The Potential for Viable Whistleblowing Claims Is About To Become Larger and Louder In New York

Written by Christie Del Rey-Cone

Historically, New York Labor Law Section 740 provided rather narrow protections for employees of private employers who engaged in potential whistleblower activities. However, at the end of 2021, Governor Kathy Hochul signed legislation that significantly broadened the scope of individuals and activities covered by Section 740 and those changes become effective on January 26, 2022. Employers must now take even greater care to avoid retaliation against these covered individuals.

            Who is Covered? Historically, Section 740 only applied to current employees of a private employer.  With the newest amendment, former employees, as well as independent contractors of the private employer will also have the benefit of the provision’s protections.

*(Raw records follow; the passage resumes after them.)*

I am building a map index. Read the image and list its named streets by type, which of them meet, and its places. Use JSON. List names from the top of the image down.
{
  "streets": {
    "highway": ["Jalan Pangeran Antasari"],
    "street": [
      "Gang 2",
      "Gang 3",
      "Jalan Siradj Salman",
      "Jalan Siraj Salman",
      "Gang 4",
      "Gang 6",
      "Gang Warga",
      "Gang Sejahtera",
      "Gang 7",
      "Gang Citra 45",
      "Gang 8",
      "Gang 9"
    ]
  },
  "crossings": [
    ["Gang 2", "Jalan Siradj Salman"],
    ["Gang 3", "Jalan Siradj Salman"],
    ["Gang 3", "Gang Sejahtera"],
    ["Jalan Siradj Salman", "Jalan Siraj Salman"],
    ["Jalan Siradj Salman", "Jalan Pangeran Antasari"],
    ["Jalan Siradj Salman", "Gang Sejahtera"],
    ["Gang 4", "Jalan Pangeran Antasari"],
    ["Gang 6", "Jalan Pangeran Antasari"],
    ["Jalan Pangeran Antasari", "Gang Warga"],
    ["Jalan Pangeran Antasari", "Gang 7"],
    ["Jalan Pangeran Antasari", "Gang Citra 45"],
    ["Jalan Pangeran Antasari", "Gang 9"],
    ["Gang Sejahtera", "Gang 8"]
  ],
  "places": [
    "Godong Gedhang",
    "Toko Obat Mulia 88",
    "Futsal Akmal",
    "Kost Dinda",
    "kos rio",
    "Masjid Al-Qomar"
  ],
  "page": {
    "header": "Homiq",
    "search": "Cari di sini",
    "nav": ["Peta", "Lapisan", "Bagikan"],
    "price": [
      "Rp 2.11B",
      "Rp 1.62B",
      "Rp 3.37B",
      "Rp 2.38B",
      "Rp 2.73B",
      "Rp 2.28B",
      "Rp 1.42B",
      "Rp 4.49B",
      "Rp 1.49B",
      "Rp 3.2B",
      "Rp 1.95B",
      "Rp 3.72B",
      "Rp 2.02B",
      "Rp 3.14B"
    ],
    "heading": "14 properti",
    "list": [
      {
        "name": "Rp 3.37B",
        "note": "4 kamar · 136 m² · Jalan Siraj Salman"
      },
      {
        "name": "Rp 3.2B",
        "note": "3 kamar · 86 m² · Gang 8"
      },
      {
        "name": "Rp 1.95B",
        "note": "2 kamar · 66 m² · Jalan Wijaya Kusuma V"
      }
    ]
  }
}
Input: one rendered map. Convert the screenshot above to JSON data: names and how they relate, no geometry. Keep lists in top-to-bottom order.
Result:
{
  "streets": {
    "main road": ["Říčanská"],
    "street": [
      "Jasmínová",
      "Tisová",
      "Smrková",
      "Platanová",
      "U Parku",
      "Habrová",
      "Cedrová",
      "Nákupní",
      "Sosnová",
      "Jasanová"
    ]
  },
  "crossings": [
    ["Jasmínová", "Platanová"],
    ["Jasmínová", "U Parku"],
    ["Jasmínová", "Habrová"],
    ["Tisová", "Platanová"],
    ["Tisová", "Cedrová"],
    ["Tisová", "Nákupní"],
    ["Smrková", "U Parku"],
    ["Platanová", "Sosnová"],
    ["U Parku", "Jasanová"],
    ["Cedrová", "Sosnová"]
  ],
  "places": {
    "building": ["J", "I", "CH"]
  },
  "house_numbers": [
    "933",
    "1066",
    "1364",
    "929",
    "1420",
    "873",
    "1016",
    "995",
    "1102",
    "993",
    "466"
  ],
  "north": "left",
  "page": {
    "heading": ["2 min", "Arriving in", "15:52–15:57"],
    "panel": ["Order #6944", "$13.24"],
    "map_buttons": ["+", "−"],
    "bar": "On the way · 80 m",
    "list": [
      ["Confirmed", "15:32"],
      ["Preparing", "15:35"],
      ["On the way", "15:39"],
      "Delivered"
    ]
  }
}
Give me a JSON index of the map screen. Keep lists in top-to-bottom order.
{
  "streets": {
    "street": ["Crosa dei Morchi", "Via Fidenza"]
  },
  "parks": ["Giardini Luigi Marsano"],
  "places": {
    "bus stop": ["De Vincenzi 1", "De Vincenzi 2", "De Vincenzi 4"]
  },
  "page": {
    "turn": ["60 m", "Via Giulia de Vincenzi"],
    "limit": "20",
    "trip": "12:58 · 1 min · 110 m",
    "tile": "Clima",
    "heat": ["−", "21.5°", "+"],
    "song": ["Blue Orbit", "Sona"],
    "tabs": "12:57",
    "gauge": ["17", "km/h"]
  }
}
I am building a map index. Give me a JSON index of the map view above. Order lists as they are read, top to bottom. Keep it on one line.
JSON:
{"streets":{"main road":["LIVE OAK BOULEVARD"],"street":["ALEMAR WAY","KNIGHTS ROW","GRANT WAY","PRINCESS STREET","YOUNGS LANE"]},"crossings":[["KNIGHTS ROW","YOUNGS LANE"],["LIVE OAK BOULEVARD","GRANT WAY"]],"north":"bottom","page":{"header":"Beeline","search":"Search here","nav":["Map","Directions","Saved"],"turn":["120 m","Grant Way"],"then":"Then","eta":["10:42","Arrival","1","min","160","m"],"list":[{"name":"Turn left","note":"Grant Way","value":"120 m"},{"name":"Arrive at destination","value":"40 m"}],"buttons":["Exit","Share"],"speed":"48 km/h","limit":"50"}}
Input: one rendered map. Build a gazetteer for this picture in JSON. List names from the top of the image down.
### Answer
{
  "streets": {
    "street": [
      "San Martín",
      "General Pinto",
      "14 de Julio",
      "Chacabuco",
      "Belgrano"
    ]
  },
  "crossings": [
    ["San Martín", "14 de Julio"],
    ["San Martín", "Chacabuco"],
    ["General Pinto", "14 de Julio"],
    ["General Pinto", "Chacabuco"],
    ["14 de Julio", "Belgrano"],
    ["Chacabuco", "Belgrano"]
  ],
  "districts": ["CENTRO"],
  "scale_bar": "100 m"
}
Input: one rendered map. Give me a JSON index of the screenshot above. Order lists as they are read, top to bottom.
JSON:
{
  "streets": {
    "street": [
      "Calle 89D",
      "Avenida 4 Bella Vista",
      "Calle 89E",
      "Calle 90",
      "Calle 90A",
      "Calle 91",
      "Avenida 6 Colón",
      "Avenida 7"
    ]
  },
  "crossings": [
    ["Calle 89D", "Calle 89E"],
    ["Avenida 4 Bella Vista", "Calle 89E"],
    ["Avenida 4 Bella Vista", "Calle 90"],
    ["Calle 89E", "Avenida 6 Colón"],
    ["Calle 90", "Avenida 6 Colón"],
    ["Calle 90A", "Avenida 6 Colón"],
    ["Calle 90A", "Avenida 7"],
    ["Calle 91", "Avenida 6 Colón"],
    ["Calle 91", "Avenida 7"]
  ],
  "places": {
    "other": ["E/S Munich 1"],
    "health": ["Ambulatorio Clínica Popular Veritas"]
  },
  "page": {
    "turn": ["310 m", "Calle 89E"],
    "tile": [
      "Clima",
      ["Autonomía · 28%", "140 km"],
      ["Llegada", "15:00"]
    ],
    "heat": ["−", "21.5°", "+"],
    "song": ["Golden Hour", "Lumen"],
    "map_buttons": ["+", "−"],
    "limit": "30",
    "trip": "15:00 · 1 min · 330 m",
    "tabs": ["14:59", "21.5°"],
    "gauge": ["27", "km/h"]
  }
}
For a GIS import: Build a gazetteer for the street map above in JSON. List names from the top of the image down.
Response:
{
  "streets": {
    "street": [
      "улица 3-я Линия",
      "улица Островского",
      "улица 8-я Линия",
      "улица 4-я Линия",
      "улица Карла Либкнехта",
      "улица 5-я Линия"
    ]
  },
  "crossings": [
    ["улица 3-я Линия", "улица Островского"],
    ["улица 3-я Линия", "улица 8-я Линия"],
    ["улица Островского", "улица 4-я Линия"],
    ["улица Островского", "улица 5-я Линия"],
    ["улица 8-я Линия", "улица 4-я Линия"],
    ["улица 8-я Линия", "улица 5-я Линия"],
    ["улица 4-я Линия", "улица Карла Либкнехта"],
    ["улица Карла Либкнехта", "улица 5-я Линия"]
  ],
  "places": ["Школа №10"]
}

            What Type of Activity is Covered? The narrow nature of Section 740 was strongly grounded in the fact that, in order to be found to have engaged in a “protected activity,” an employee had to be complaining about an actual violation of the law or public policy.  The newest amendments broadens that requirement by now simply requiring that the employee have a good faith belief there has been a violation, not that there has been an actual violation.  In other words, even if the employee is wrong about the nature of the employer’s actions, he/she/they could still be protected from retaliation if there is a demonstration of good faith in the belief that he action was unlawful or against public policy.

            What Constitutes “Whistleblowing?” Section 740 previously provided that an employee must disclose the objected to activity to the employer before the issue could be brought to a public body.  This requirement, of course, allowed an employer an opportunity to remedy the issue without concern of broader implications.  As of January 26, however, an employee need not go to the employer first.  Instead, the “good faith” standard is again inserted requiring that the employee demonstrate that a good faith effort was made to notify the employer in advance of going to a public body with the concern.  Moreover, under certain circumstances where the matter is severe, could cause harm to certain individuals, the employee believes the employer already knows of the concern or the employee reasonably believes that reporting to the employer first will cause certain harm to the discovery of the activity, he/she/they need not go to the employer first at all.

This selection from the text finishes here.